The Exchange product group released November updates for Exchange Server 2013, 2016 and 2019. Note that these Security Updates address the vulnerabilities CVE-2022-41040 and CVE-2022-41082 that were reported end of September. More on those in an earlier post.
Note: You can keep the current URLScan mitigations in-place, and remove them after installing these security updates at your convenience. The recommendation to disable Remote PowerShell for non-admins is upheld, but this is best practice regardless.
The vulnerabilities addressed in these Security Updates are:
|CVE-2022-41040||Elevation of Privilege||Critical||CVSS:3.1 8.8 / 7.9|
|CVE-2022-41082||Elevation of Privilege||Important||CVSS:3.1 8.8 / 8.3|
|CVE-2022-41078||Elevation of Privilege||Important||CVSS:3.1 8.0 / 7.0|
|CVE-2022-41123||Elevation of Privilege||Important||CVSS:3.1 7.8 / 6.8|
|CVE-2022-41079||Elevation of Privilege||Important||CVSS:3.1 8.0 / 7.0|
|CVE-2022-41080||Elevation of Privilege||Critical||CVSS:3.1 8.8 / 7.7|
The following Security Updates address these vulnerability for the Exchange builds mentioned, with the exception of CVE-2022-41123 which does not apply to Exchange Server 2013:
|Exchange 2019 CU12||Download||15.2.1118.20||KB5019758||KB5019077|
|Exchange 2019 CU11||Download||15.2.986.36||KB5019758||KB5019077|
|Exchange 2016 CU23||Download||15.1.2507.16||KB5019758||KB5019077|
|Exchange 2016 CU22||Download||15.1.2375.37||KB5019758||KB5019077|
|Exchange 2013 CU23||Download||15.0.1497.44||KB5019758||KB5019076|
In case you missed it, per the Security Updates of August, you can enable Windows Extended Protection for increased protection against certain vulnerabilities. More information this process and its requirements can be found in the post on the August updates here.
Security updates are Cumulative Update level specific. You cannot apply the update for Exchange 2019 CU12 to Exchange 2019 CU11. Also, the security update download has the same name for different Cumulative Updates, and I would suggest tagging the file name with the CU level, e.g. Exchange2019-CU12-KBXXXXXX-x64-en.msp.
Exchange servers running as part of hybrid deployment are running services, and thus need to be included in the patch cycle.
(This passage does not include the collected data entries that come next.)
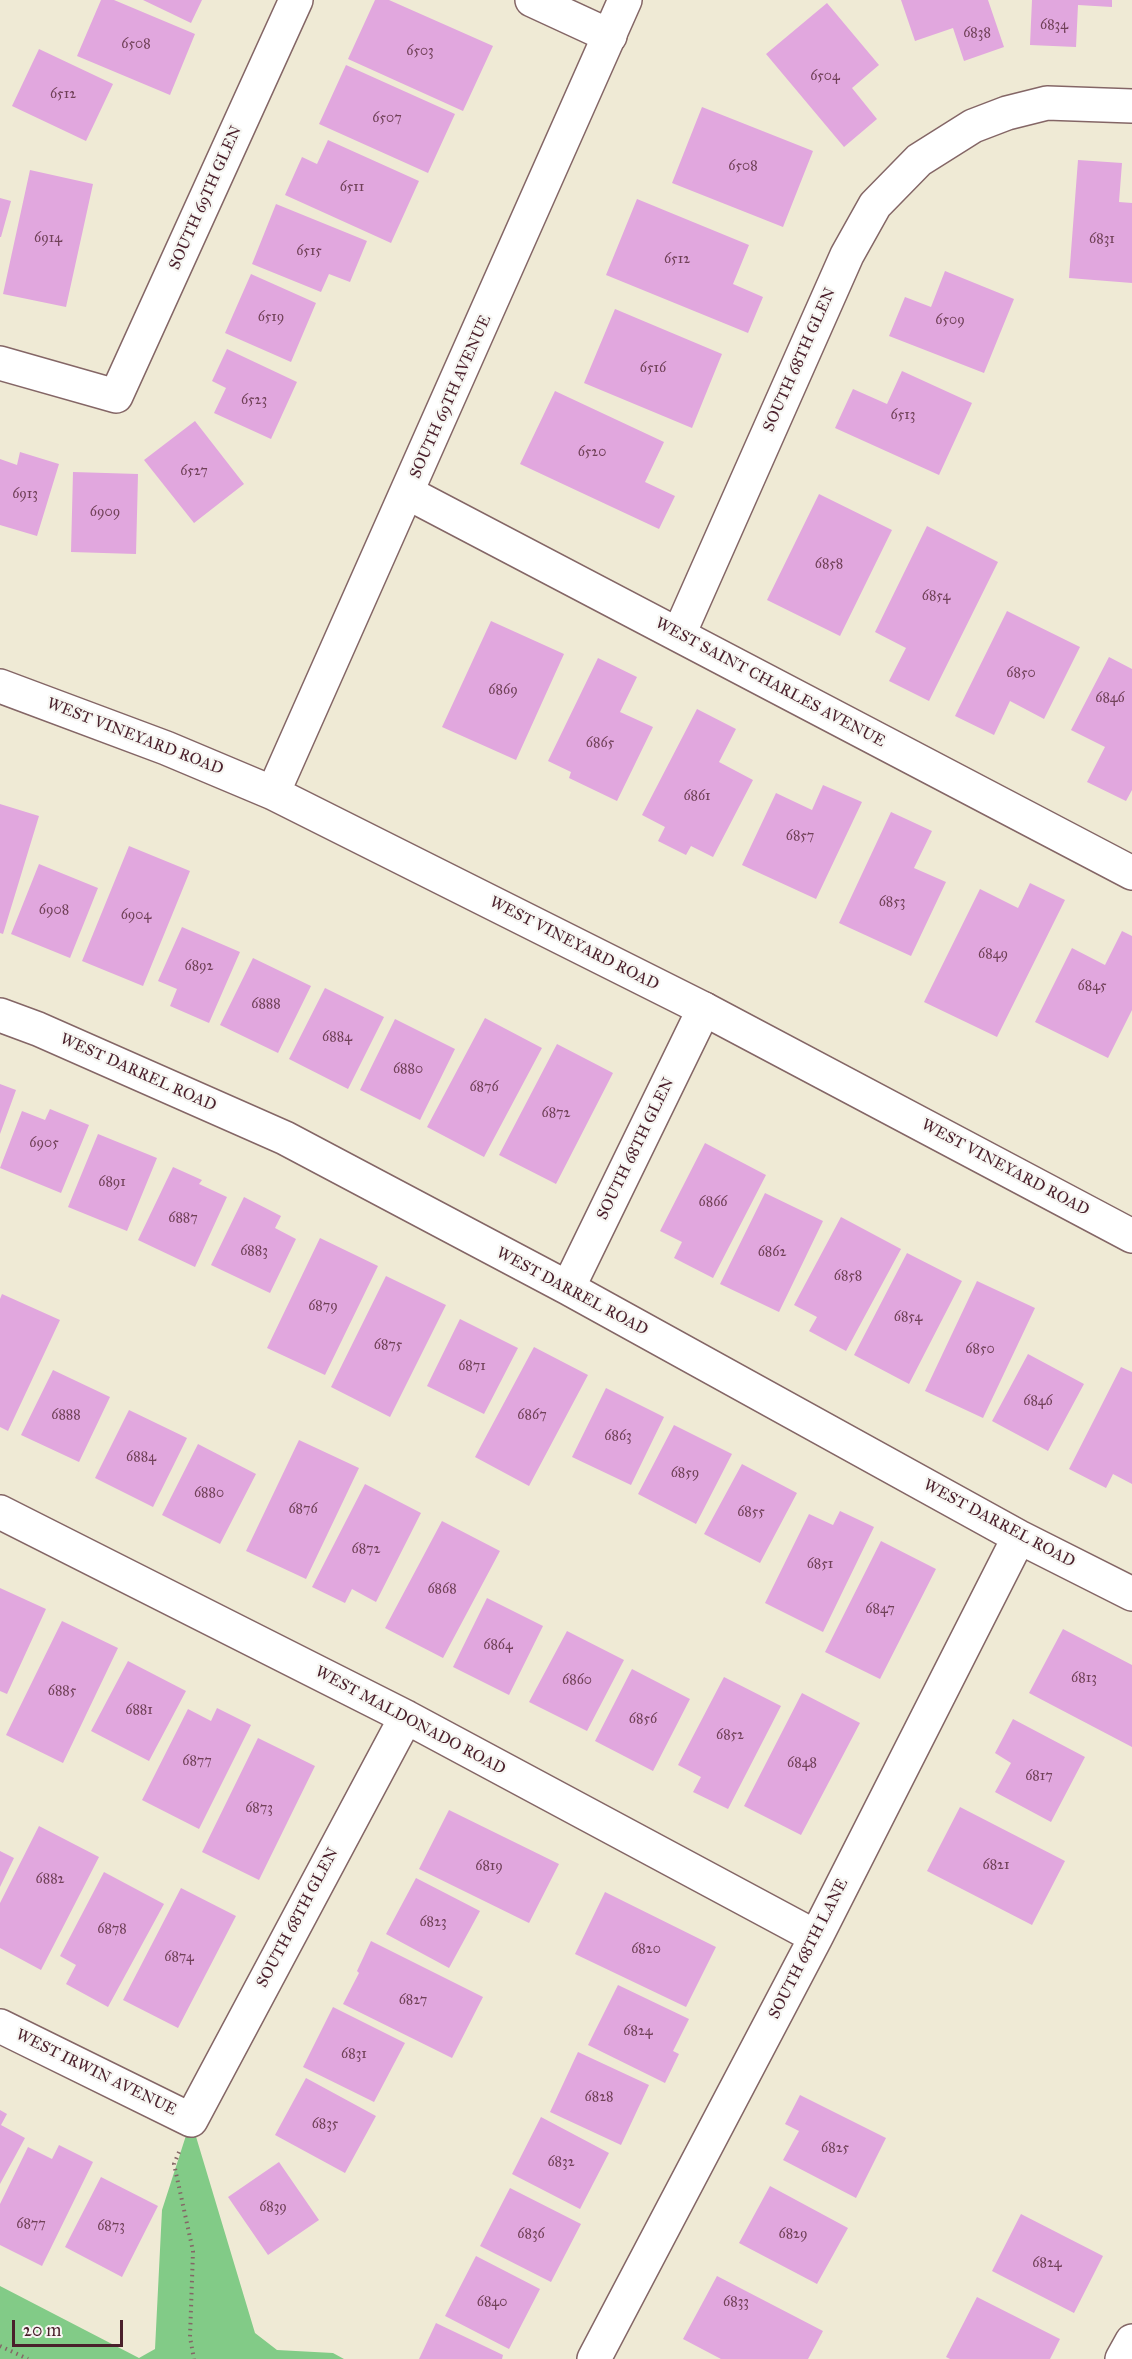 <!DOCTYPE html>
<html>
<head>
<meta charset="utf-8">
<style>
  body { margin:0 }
  #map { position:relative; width:1132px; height:2359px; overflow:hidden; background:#efead5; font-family:"IM FELL Great Primer",serif }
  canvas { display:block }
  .scale { position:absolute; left:12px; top:2320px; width:111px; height:27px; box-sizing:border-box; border:3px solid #4a1f2b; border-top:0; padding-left:8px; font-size:18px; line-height:21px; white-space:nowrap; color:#4a1f2b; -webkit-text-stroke:4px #f6f6f2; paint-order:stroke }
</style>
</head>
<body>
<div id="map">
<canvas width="1132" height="2359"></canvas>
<div class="scale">20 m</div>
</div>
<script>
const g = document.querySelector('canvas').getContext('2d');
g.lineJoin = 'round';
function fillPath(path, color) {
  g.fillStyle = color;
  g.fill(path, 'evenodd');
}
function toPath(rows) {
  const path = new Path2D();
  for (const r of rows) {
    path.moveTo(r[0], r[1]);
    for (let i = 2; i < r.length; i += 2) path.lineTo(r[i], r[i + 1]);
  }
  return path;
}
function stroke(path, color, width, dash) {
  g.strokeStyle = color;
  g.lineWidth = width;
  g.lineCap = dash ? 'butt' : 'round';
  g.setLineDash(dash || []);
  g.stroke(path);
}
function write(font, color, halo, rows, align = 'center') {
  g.font = font + ' "IM FELL Great Primer",serif';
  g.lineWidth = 4.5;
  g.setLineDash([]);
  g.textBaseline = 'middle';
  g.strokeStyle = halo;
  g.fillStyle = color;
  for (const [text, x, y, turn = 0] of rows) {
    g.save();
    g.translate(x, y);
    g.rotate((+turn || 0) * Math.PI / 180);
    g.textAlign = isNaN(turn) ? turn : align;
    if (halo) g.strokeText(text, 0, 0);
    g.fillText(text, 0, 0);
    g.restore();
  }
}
fillPath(toPath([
  [191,2120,255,2333,277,2350,333,2353,344,2359,0,2359,0,2286,139,2358,155,2349,162,2210]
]), '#82cb87');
fillPath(toPath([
  [101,0,114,0,195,34,170,95,77,56],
  [143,0,202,0,191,23],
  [375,0,389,0,493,46,463,111,348,59],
  [901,0,988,0,1004,47,964,61,953,28,915,41],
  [1032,0,1112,0,1112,7,1078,5,1076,47,1030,45],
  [827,3,879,65,852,88,877,119,844,147,766,54],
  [39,49,113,84,86,141,12,106],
  [346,65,455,114,428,173,319,124],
  [702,107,813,151,783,227,672,183],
  [328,140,419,181,391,243,285,195,302,157,317,164],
  [1078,160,1122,163,1119,202,1132,203,1132,283,1069,278],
  [30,170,93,184,66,307,3,294],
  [0,198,11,201,1,237,0,237],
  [637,199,749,245,733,284,763,297,748,333,606,275],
  [276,204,367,241,350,282,329,274,321,292,252,264],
  [945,271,1014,299,984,373,889,336,905,297,931,307],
  [251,274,316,303,291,362,225,333],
  [615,309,722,354,692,428,584,383],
  [227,349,297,382,271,439,214,413,226,388,212,381],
  [902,371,972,403,939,475,835,428,853,389,887,404],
  [555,391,664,442,645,482,675,496,659,529,520,464],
  [195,421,244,484,194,523,144,460],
  [20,452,59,464,37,536,0,525,0,459,17,465],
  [73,472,138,474,136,554,71,552],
  [819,494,892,530,840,636,767,600],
  [927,526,998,562,929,701,889,681,906,648,875,632],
  [1007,611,1080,647,1044,719,1010,701,994,735,955,716],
  [491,621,564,654,516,760,442,727],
  [1109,657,1132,669,1132,790,1126,801,1087,782,1105,747,1071,730],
  [598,658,637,677,620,712,653,727,617,801,569,778,571,772,548,761],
  [697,709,736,729,719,762,753,780,713,857,691,846,686,855,658,841,665,827,642,815],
  [823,785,862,802,816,899,742,865,776,793,812,810],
  [0,804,39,816,3,934,0,933],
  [891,812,932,831,914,868,946,882,911,956,839,923],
  [129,846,190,871,143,986,82,961],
  [39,864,98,888,70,958,11,934],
  [1030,883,1065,900,997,1037,924,1002,980,889,1018,908],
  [182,927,240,952,209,1023,170,1006,177,989,158,981],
  [1122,931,1132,936,1132,1010,1108,1058,1035,1022,1072,948,1105,965],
  [253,958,311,986,278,1053,220,1025],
  [325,988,384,1017,348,1089,289,1059],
  [485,1018,542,1048,484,1157,427,1127],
  [395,1019,455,1049,420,1120,360,1090],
  [557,1044,613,1073,556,1184,499,1155],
  [0,1084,16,1090,0,1134],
  [50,1109,89,1125,61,1193,0,1168,22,1111,45,1120],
  [98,1134,157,1158,127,1231,68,1207],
  [705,1143,766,1175,713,1278,674,1258,682,1242,660,1231],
  [173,1167,202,1180,199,1184,227,1197,195,1267,138,1240],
  [765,1193,823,1221,779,1312,720,1284],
  [244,1197,281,1216,275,1228,296,1239,270,1293,211,1265],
  [841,1217,901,1249,846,1351,809,1331,817,1317,794,1305],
  [320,1238,378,1266,325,1375,267,1348],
  [907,1253,962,1281,909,1384,854,1355],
  [386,1276,446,1305,390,1417,331,1387],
  [977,1281,1035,1308,983,1418,925,1391],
  [2,1294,60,1320,8,1431,0,1427,0,1299],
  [460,1319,518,1348,484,1414,427,1386],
  [534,1347,588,1375,529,1486,475,1457],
  [1028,1354,1084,1384,1048,1451,992,1421],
  [1121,1367,1132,1372,1132,1484,1113,1474,1106,1488,1069,1469],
  [53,1370,110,1397,79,1462,21,1435],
  [606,1388,664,1417,631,1485,572,1457],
  [129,1410,187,1438,153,1507,95,1478],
  [674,1425,732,1454,696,1524,638,1494],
  [299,1440,359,1468,306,1579,246,1551],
  [198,1444,256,1474,220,1544,162,1515],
  [742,1464,797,1493,760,1563,704,1534],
  [365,1484,421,1513,376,1602,352,1589,345,1603,312,1587],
  [840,1511,874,1527,823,1632,765,1603,809,1514,833,1525],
  [442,1521,500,1551,443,1658,385,1628],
  [881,1541,936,1569,880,1679,825,1652],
  [0,1588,46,1609,7,1694,0,1691],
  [487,1598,543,1626,509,1695,453,1667],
  [62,1621,118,1648,63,1763,6,1735],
  [1063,1629,1132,1665,1132,1747,1029,1693],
  [567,1631,624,1660,587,1731,529,1702],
  [128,1661,186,1691,149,1761,91,1731],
  [632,1669,690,1699,653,1771,595,1741],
  [724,1677,781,1706,728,1809,693,1792,701,1777,678,1765],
  [802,1693,860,1723,801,1835,744,1806],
  [217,1708,251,1725,199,1829,142,1800,188,1709,211,1721],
  [1013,1719,1085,1757,1051,1822,995,1792,1011,1763,995,1753],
  [258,1738,315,1766,259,1880,202,1852],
  [960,1807,1065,1861,1032,1925,927,1871],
  [449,1810,559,1864,529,1923,419,1869],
  [39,1826,99,1857,41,1970,0,1948,0,1903],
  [0,1851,14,1858,0,1887],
  [104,1872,164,1904,108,2007,66,1984,76,1965,60,1956],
  [416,1878,480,1911,449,1968,386,1934],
  [181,1888,236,1916,178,2028,123,2000],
  [605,1892,716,1947,686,2007,575,1954],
  [371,1941,483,1997,452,2058,343,2004,359,1973,357,1971],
  [618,1985,689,2019,673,2051,679,2054,665,2083,588,2045],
  [333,2007,405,2043,374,2102,303,2067],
  [578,2052,649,2085,621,2145,550,2112],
  [306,2078,376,2116,345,2173,275,2135],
  [800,2095,886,2138,856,2198,783,2160,799,2131,785,2124],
  [0,2110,7,2114,1,2125,25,2138,0,2184],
  [541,2117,609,2153,580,2209,512,2174],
  [59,2145,93,2162,42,2266,0,2245,0,2204,28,2147,52,2159],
  [279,2162,319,2220,268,2255,228,2197],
  [101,2177,158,2206,122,2277,65,2247],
  [770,2186,848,2228,817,2284,739,2243],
  [510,2188,581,2224,551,2282,480,2246],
  [1021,2214,1103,2256,1074,2313,992,2271],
  [476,2256,540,2289,509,2349,445,2316],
  [717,2276,823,2331,808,2359,721,2359,683,2339],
  [977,2297,1060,2339,1050,2359,950,2359,946,2357],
  [436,2323,503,2355,502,2359,419,2359]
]), '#e1a7de');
const minor = toPath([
  [532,0,610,36],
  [0,363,116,396,296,0],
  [408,493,1132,873],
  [679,634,847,255,875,205,919,160,973,126,1007,113,1047,103,1132,106],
  [0,1015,38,1029,285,1138,568,1288,1019,1537,1132,1594],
  [568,1288,704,1009],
  [0,1512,406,1717,816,1937],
  [0,2026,191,2120,406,1717],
  [594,2359,816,1937,1019,1537],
  [1122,2359,1132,2341]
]);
const tertiary = toPath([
  [0,686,166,748,273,793,704,1009,1132,1236],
  [273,793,625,0]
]);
stroke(minor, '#846666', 36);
stroke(tertiary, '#846666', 36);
stroke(toPath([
  [179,2152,174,2164,193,2251,190,2337,194,2359],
  [0,2346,28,2359]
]), '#846666', 4, [1.5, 4.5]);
stroke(minor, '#fff', 33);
stroke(tertiary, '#fff', 33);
write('14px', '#704158', null, [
  ["6834",1054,26],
  ["6838",977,34],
  ["6508",136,45],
  ["6503",420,52],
  ["6504",825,77],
  ["6512",63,95],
  ["6507",387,119],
  ["6508",743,167],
  ["6511",352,188],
  ["6914",48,239],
  ["6831",1102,240],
  ["6515",309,252],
  ["6512",677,260],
  ["6519",271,318],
  ["6509",950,321],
  ["6516",653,369],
  ["6523",254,401],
  ["6513",903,416],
  ["6520",592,453],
  ["6527",194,472],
  ["6913",25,495],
  ["6909",105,513],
  ["6858",829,565],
  ["6854",936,597],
  ["6850",1021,674],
  ["6869",503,691],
  ["6846",1110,699],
  ["6865",600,744],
  ["6861",697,797],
  ["6857",800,837],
  ["6853",892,903],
  ["6908",54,911],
  ["6904",136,916],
  ["6849",993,955],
  ["6892",199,967],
  ["6845",1092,987],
  ["6888",266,1005],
  ["6884",337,1038],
  ["6880",408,1070],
  ["6876",484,1088],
  ["6872",556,1114],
  ["6905",44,1144],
  ["6891",112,1183],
  ["6866",713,1203],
  ["6887",183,1219],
  ["6883",254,1252],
  ["6862",772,1253],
  ["6858",848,1277],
  ["6879",323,1307],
  ["6854",908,1318],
  ["6875",388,1346],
  ["6850",980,1350],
  ["6871",472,1367],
  ["6846",1038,1402],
  ["6888",66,1416],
  ["6867",532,1416],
  ["6863",618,1437],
  ["6884",141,1458],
  ["6859",685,1474],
  ["6880",209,1494],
  ["6876",303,1510],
  ["6855",751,1513],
  ["6872",366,1550],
  ["6851",820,1565],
  ["6868",442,1590],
  ["6847",880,1610],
  ["6864",498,1646],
  ["6813",1084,1679],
  ["6860",577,1681],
  ["6885",62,1692],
  ["6881",139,1711],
  ["6856",643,1720],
  ["6852",730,1736],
  ["6877",197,1762],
  ["6848",802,1764],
  ["6817",1039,1777],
  ["6873",259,1809],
  ["6821",996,1866],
  ["6819",489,1867],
  ["6882",50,1880],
  ["6823",433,1923],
  ["6878",112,1930],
  ["6820",646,1950],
  ["6874",179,1958],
  ["6827",413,2001],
  ["6824",638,2032],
  ["6831",354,2055],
  ["6828",599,2098],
  ["6835",325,2125],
  ["6825",835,2149],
  ["6832",561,2163],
  ["6839",273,2208],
  ["6877",31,2225],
  ["6873",111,2227],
  ["6836",531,2235],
  ["6829",793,2235],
  ["6824",1047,2264],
  ["6840",492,2303],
  ["6833",736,2303]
]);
write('16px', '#4a1f2b', '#f6f6f2', [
  ["SOUTH 69TH GLEN",206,198,-66],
  ["SOUTH 68TH GLEN",800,360,-66],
  ["SOUTH 69TH AVENUE",451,397,-66],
  ["WEST SAINT CHARLES AVENUE",770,683,28],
  ["WEST VINEYARD ROAD",135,737,21],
  ["WEST VINEYARD ROAD",574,944,27],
  ["WEST DARREL ROAD",138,1073,24],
  ["SOUTH 68TH GLEN",636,1149,-64],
  ["WEST VINEYARD ROAD",1005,1168,28],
  ["WEST DARREL ROAD",572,1292,28],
  ["WEST DARREL ROAD",999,1524,28],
  ["WEST MALDONADO ROAD",410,1721,28],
  ["SOUTH 68TH GLEN",298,1918,-62],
  ["SOUTH 68TH LANE",809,1949,-63],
  ["WEST IRWIN AVENUE",96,2073,26]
]);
</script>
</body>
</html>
If you are running Exchange 2019 CU12 Management Tools-only (for recipient management), you do not need to deploy this SU.
On a final note, as with any patch or update, I’d recommend to apply this in a test environment first, prior to implementing it in production. However, it is not recommended to wait for regular maintenance cycles when it concerns security updates, and follow a more agile approach; the ratings are an indication of the urgency.